─── Records for the task ───

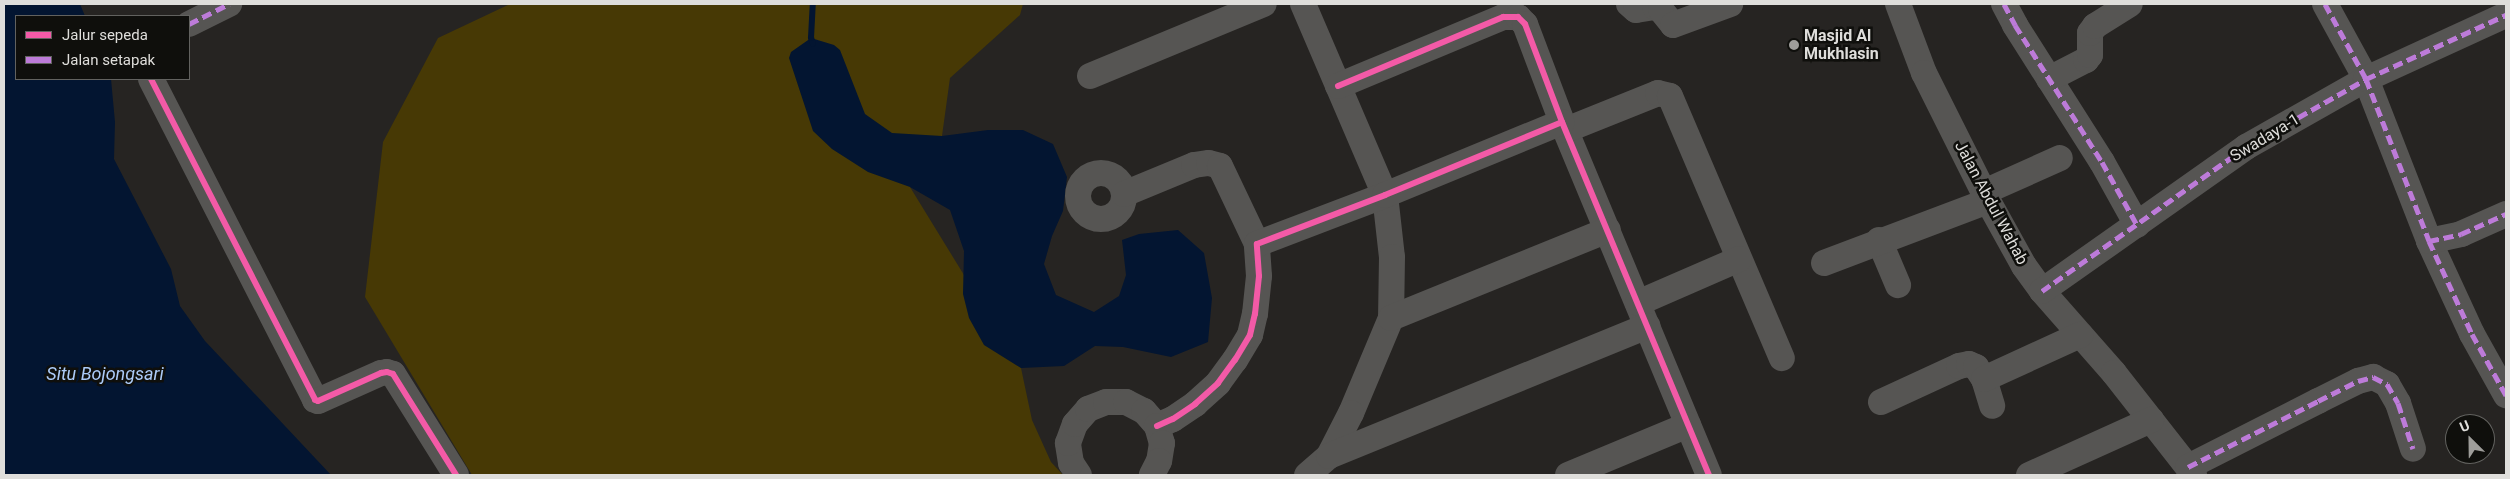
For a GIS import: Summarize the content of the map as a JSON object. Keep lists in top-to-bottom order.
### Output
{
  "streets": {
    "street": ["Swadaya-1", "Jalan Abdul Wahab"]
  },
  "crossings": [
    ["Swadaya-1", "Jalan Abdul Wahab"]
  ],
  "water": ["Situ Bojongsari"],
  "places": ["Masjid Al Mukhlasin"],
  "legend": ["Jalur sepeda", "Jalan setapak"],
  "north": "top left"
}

───

What this task involves: Please print an exact copy of the records, with no pictures.

Exercise answer:
For a GIS import: Summarize the content of the map as a JSON object. Keep lists in top-to-bottom order.
### Output
{
  "streets": {
    "street": ["Swadaya-1", "Jalan Abdul Wahab"]
  },
  "crossings": [
    ["Swadaya-1", "Jalan Abdul Wahab"]
  ],
  "water": ["Situ Bojongsari"],
  "places": ["Masjid Al Mukhlasin"],
  "legend": ["Jalur sepeda", "Jalan setapak"],
  "north": "top left"
}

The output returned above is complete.